## WHAT TO PRODUCE
Go through the records, and copy each line in which the string "absolute" is present.

[[ THE RECORDS, beginning ]]

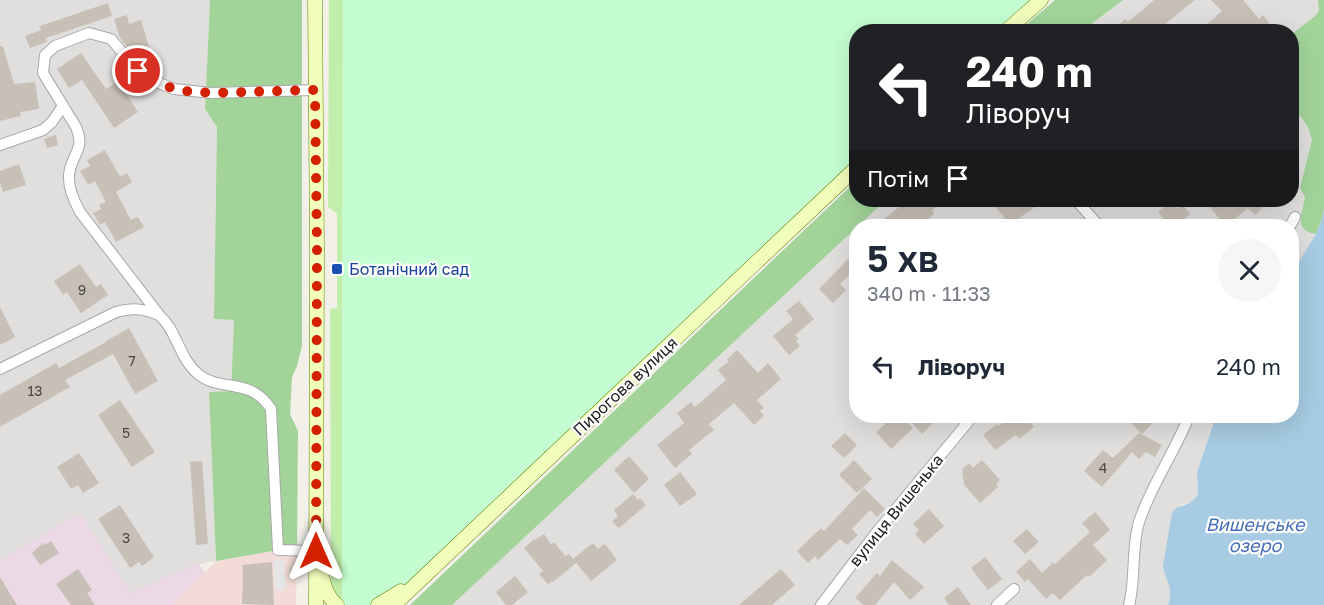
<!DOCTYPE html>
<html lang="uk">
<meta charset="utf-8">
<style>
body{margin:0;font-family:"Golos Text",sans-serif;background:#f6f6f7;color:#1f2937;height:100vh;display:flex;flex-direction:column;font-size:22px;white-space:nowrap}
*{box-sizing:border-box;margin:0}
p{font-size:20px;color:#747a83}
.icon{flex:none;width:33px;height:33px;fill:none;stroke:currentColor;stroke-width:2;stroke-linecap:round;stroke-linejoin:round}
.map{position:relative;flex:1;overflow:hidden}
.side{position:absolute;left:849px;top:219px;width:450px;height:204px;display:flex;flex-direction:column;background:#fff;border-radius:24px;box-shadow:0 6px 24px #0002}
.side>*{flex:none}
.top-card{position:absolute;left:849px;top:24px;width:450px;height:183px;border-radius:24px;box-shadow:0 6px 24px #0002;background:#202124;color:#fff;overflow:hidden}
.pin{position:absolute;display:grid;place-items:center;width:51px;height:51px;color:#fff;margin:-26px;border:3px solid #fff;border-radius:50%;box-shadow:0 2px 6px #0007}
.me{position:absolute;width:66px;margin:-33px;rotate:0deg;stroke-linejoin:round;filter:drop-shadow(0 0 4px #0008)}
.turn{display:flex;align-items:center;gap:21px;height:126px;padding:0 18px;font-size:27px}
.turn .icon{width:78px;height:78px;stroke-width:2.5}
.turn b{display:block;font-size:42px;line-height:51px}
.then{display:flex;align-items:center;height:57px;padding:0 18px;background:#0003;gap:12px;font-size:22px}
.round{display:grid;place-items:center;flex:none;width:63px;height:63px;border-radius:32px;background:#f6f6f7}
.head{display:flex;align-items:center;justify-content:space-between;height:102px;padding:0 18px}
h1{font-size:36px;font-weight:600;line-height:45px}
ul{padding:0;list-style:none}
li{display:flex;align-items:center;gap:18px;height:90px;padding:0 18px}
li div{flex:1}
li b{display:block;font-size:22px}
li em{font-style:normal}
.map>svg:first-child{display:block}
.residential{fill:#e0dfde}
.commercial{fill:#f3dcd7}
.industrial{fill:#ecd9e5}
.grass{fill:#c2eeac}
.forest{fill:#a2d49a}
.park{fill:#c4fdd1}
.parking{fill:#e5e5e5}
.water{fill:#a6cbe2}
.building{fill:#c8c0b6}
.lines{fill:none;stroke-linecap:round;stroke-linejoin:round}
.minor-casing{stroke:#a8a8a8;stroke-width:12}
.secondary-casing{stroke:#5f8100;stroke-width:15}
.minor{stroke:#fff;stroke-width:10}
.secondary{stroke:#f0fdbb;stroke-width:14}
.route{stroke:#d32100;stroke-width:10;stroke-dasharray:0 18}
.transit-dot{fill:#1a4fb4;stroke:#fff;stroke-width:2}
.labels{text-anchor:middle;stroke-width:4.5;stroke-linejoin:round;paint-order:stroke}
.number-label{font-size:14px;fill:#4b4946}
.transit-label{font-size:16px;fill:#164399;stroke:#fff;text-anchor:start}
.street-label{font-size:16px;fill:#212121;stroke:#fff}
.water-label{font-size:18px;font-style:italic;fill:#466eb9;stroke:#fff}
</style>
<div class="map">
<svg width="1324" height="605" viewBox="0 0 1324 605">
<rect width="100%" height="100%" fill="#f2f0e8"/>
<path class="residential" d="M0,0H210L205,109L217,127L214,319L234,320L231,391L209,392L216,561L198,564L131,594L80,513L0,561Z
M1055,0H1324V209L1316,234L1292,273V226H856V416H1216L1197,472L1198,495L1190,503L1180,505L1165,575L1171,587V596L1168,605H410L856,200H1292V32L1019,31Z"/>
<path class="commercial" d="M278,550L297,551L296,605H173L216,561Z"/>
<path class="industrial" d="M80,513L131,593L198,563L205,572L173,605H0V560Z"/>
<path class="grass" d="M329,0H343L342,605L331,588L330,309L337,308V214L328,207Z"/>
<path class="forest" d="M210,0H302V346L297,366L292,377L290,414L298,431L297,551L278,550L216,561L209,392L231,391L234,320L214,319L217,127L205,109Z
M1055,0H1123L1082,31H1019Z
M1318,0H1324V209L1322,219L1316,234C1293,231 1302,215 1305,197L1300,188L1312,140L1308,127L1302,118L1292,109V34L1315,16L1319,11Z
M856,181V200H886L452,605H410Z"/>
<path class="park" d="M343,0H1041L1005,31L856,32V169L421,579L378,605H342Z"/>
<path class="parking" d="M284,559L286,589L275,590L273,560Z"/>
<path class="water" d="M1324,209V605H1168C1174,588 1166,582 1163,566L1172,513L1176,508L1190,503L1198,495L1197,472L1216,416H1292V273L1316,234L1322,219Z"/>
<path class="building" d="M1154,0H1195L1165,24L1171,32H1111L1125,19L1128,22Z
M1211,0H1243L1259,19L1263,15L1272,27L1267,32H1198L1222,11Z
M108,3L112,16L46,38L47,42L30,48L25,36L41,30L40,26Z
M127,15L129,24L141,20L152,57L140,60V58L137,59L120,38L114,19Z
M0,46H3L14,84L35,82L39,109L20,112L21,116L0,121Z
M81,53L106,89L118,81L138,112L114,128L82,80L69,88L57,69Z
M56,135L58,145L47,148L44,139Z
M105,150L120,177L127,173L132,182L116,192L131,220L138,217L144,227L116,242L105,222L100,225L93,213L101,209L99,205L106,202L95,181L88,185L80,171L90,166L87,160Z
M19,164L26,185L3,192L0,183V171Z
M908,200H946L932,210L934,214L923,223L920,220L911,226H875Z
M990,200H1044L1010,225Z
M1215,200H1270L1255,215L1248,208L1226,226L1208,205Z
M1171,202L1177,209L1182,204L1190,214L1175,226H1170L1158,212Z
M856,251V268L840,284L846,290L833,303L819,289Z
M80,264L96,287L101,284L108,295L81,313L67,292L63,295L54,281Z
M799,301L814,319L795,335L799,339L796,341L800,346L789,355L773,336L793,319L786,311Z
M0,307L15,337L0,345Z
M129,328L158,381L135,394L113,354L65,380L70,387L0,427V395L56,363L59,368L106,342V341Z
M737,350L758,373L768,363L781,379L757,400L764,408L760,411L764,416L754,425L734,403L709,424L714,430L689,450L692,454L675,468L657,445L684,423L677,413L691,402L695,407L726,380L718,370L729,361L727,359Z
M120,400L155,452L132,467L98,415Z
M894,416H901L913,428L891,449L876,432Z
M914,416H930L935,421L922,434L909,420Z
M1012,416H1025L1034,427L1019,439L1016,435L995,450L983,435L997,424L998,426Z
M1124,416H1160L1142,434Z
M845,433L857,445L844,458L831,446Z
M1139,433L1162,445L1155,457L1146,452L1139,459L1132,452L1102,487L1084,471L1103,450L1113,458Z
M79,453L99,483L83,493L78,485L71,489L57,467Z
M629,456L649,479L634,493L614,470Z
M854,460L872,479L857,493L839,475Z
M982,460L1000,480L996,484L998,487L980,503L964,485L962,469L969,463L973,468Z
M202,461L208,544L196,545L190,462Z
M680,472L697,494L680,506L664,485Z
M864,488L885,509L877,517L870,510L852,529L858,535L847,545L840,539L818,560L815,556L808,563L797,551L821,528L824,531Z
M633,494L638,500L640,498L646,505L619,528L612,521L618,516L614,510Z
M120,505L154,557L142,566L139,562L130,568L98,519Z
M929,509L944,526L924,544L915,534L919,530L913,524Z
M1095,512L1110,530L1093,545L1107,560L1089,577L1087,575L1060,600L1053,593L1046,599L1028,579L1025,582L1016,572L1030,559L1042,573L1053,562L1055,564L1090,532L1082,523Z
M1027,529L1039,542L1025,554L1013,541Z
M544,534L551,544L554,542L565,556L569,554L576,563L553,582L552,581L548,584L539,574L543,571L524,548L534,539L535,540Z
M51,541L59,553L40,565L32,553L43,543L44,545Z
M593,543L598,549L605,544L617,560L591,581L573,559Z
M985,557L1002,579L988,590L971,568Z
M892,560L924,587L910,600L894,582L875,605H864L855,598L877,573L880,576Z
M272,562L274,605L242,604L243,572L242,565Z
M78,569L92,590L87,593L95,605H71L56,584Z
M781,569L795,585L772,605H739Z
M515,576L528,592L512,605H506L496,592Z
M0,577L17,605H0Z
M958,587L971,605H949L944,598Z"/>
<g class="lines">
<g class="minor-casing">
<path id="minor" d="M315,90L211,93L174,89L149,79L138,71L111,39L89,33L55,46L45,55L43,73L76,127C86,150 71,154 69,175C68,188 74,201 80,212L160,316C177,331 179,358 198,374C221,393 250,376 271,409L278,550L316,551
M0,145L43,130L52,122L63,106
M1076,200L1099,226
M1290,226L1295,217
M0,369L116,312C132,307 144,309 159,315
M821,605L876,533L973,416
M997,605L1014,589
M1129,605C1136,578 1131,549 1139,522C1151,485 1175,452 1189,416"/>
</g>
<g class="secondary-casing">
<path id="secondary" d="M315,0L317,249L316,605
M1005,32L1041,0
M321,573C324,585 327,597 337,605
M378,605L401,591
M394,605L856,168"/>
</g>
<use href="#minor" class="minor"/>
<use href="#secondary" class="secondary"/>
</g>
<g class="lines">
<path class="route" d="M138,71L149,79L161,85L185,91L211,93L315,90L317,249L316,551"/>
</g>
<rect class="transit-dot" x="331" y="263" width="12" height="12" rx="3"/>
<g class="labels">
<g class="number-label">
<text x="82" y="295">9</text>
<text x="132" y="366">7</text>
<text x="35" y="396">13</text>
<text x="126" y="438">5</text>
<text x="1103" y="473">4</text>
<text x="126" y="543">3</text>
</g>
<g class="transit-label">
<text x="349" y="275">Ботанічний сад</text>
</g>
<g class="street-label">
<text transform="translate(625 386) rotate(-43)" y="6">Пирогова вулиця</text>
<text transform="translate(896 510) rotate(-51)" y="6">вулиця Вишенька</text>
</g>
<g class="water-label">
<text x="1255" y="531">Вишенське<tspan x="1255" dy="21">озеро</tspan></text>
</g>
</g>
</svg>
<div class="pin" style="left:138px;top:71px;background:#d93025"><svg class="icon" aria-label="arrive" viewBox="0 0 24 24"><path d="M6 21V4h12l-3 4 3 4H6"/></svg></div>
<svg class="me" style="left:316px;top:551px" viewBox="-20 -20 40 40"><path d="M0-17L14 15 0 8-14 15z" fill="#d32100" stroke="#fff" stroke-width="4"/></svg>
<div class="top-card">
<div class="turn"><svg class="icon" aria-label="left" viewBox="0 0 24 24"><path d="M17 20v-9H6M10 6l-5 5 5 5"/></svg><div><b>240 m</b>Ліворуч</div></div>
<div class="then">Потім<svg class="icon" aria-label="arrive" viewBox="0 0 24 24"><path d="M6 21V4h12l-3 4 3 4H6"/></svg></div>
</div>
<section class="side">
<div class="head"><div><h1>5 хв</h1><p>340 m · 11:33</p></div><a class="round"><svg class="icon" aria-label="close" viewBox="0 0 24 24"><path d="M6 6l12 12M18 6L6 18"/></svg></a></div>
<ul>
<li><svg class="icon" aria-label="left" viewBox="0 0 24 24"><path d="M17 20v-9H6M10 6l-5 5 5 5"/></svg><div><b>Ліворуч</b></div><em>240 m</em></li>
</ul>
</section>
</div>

[[ THE RECORDS, end ]]

## ANSWER TO THE EXERCISE
.side{position:absolute;left:849px;top:219px;width:450px;height:204px;display:flex;flex-direction:column;background:#fff;border-radius:24px;box-shadow:0 6px 24px #0002}
.top-card{position:absolute;left:849px;top:24px;width:450px;height:183px;border-radius:24px;box-shadow:0 6px 24px #0002;background:#202124;color:#fff;overflow:hidden}
.pin{position:absolute;display:grid;place-items:center;width:51px;height:51px;color:#fff;margin:-26px;border:3px solid #fff;border-radius:50%;box-shadow:0 2px 6px #0007}
.me{position:absolute;width:66px;margin:-33px;rotate:0deg;stroke-linejoin:round;filter:drop-shadow(0 0 4px #0008)}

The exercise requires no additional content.